The plaintiff in this case had been employed as a cook at the McDonald Drive-In during his junior and senior years in high school. Upon graduation, he left his parents' home and continued employment with McDonald working full time. Approximately ten months after his graduation, he was fired by McDonalds without the potential of returning to work. Six weeks later he suffered disabling injuries in an automobile accident During the six weeks preceding the accident, plaintiff made several attempts to secure employment by making job applications at various establishments in his community. In addition, during the same six week period, he did odd jobs for his father to pick up "a little change." He received no job offers during this time.

The trial court ruled that plaintiff was not entitled to recover no-fault benefits as a temporarily unemployed person because he could not prove that "but for" the accident he would have been successful in finding employment. In support of this conclusion, the trial judge took judicial notice of the high unemployment rate in plaintiff’s community at the time of the accident and found that for that reason, plaintiff was unable to secure work.

In this appeal to the circuit bench, Judge Ransom reversed the trial court's opinion and found, as a matter of law, that plaintiff was "temporarily unemployed" within the meaning of §3107a. In reaching this conclusion, Judge Ransom rejected the notion that §3107a imposes a "but for" standard on those seeking to recover work loss benefits as "temporarily unemployed" persons. Judge Ransom analyzed several prior Court of Appeals decisions dealing with this section of the Act and noted that these cases did not require that the accident victim prove he or she would have found employment but for the accident. The language in §3107a that it is "subject to the provisions of §3107(b)," is intended to allow recovery of work loss benefits based upon what an injured person would have actually earned if the person could prove that he would have found a job and would have earned a specific income through such employment In that situation, the injured person would not be limited to benefits based upon the last full month of employment, which is the measure of damages referred to in §3107a.

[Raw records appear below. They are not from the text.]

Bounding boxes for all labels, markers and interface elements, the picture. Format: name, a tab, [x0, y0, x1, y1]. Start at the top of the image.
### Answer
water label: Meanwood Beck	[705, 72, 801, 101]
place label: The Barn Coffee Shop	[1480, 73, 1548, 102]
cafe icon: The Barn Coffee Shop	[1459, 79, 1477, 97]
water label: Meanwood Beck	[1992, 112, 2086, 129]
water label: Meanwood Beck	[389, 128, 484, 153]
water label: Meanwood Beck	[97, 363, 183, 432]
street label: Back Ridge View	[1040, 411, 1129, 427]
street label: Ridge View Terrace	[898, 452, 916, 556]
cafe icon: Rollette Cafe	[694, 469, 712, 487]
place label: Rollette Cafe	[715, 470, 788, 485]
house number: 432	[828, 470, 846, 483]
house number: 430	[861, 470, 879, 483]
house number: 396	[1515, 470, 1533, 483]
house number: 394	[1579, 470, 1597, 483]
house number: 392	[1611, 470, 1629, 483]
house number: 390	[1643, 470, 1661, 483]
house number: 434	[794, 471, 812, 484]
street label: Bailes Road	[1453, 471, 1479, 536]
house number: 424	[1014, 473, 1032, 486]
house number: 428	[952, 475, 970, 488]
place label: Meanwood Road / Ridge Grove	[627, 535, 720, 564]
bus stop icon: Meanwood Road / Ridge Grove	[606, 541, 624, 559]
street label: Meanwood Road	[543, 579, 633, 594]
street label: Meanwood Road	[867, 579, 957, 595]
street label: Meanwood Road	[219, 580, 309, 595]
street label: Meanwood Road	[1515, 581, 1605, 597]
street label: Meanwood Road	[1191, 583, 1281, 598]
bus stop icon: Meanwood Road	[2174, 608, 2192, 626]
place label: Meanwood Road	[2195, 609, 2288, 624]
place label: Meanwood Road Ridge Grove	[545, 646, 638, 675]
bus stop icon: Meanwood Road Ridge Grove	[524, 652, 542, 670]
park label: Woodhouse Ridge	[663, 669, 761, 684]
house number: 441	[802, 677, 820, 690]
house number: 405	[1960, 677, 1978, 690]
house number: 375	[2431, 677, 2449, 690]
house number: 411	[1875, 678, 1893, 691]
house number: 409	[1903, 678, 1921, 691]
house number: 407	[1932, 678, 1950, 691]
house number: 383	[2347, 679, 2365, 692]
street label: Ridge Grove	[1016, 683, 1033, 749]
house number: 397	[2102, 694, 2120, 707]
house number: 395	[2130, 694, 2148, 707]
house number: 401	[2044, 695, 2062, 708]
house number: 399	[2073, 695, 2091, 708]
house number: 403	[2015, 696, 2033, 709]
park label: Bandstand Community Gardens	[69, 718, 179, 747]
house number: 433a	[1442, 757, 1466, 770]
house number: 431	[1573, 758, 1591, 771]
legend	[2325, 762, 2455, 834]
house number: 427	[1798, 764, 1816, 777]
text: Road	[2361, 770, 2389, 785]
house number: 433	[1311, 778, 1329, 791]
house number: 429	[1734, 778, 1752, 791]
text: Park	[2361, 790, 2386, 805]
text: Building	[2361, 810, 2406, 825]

In further support of his conclusion, Judge Ransom cited appellate authority for the proposition that the No-Fault Act is remedial in nature and thus should be liberally construed in favor of those who are to be benefited by the statute.

Finally, Judge Ransom wrote that the determination of when one is "temporarily unemployed" within the meaning of the statute is probably a question of statutory construction which is best decided as an issue of law by the court In support of this concept, Judge Ransom cited the reasoning of the Michigan Supreme Court in the recent case of Cassidy v McGovern which ruled that, for the most part, questions dealing with the threshold injury issue are questions of law. However, Judge Ransom held that the resolution of this issue was not necessary to the court's determination in the case at bar as the court found the plaintiff was "temporarily unemployed" as a matter of law since no reasonable minds could differ. In support of this conclusion, Judge Ransom observed that, "plaintiffs expressed intent to resume immediate employment was supported by his efforts in that regard as well as the circumstances of living independent of his parents. Further, ... the testimony was uncontroverted that plaintiff had part-time employment doing odd jobs for his father. He was minimally entitled to work loss benefits for loss of his part-time income. Plaintiff was aggressively seeking employment but was hindered by the high rate of unemployment in the Flint area. The trial court took judicial notice that Flint's unemployment rate had been 'one of the nation's highest for the past year at 20% to 25%' with the advent of disability arising from injuries, sustained in the automobile accident, plaintiff could no longer pursue employment Given these circumstances, plaintiff may well be unable to establish with any degree of certainty, when employment would have resumed. Consistent with the remedial nature of the statute, and the philosophy of the appellate courts that the No-Fault Act should be interpreted so as to encourage ease of administration, this court concludes that, upon the facts herein, plaintiff’s work loss benefits commence from the date of injury."


Michigan auto accident attorney Stephen Sinas is the lead editor of the appellate case summaries published on this site regarding the Michigan auto insurance law. To learn more about how Stephen Sinas and how the Sinas Dramis Law Firm can help you if you have been injured in a Michigan auto accident, visit SinasDramis.com.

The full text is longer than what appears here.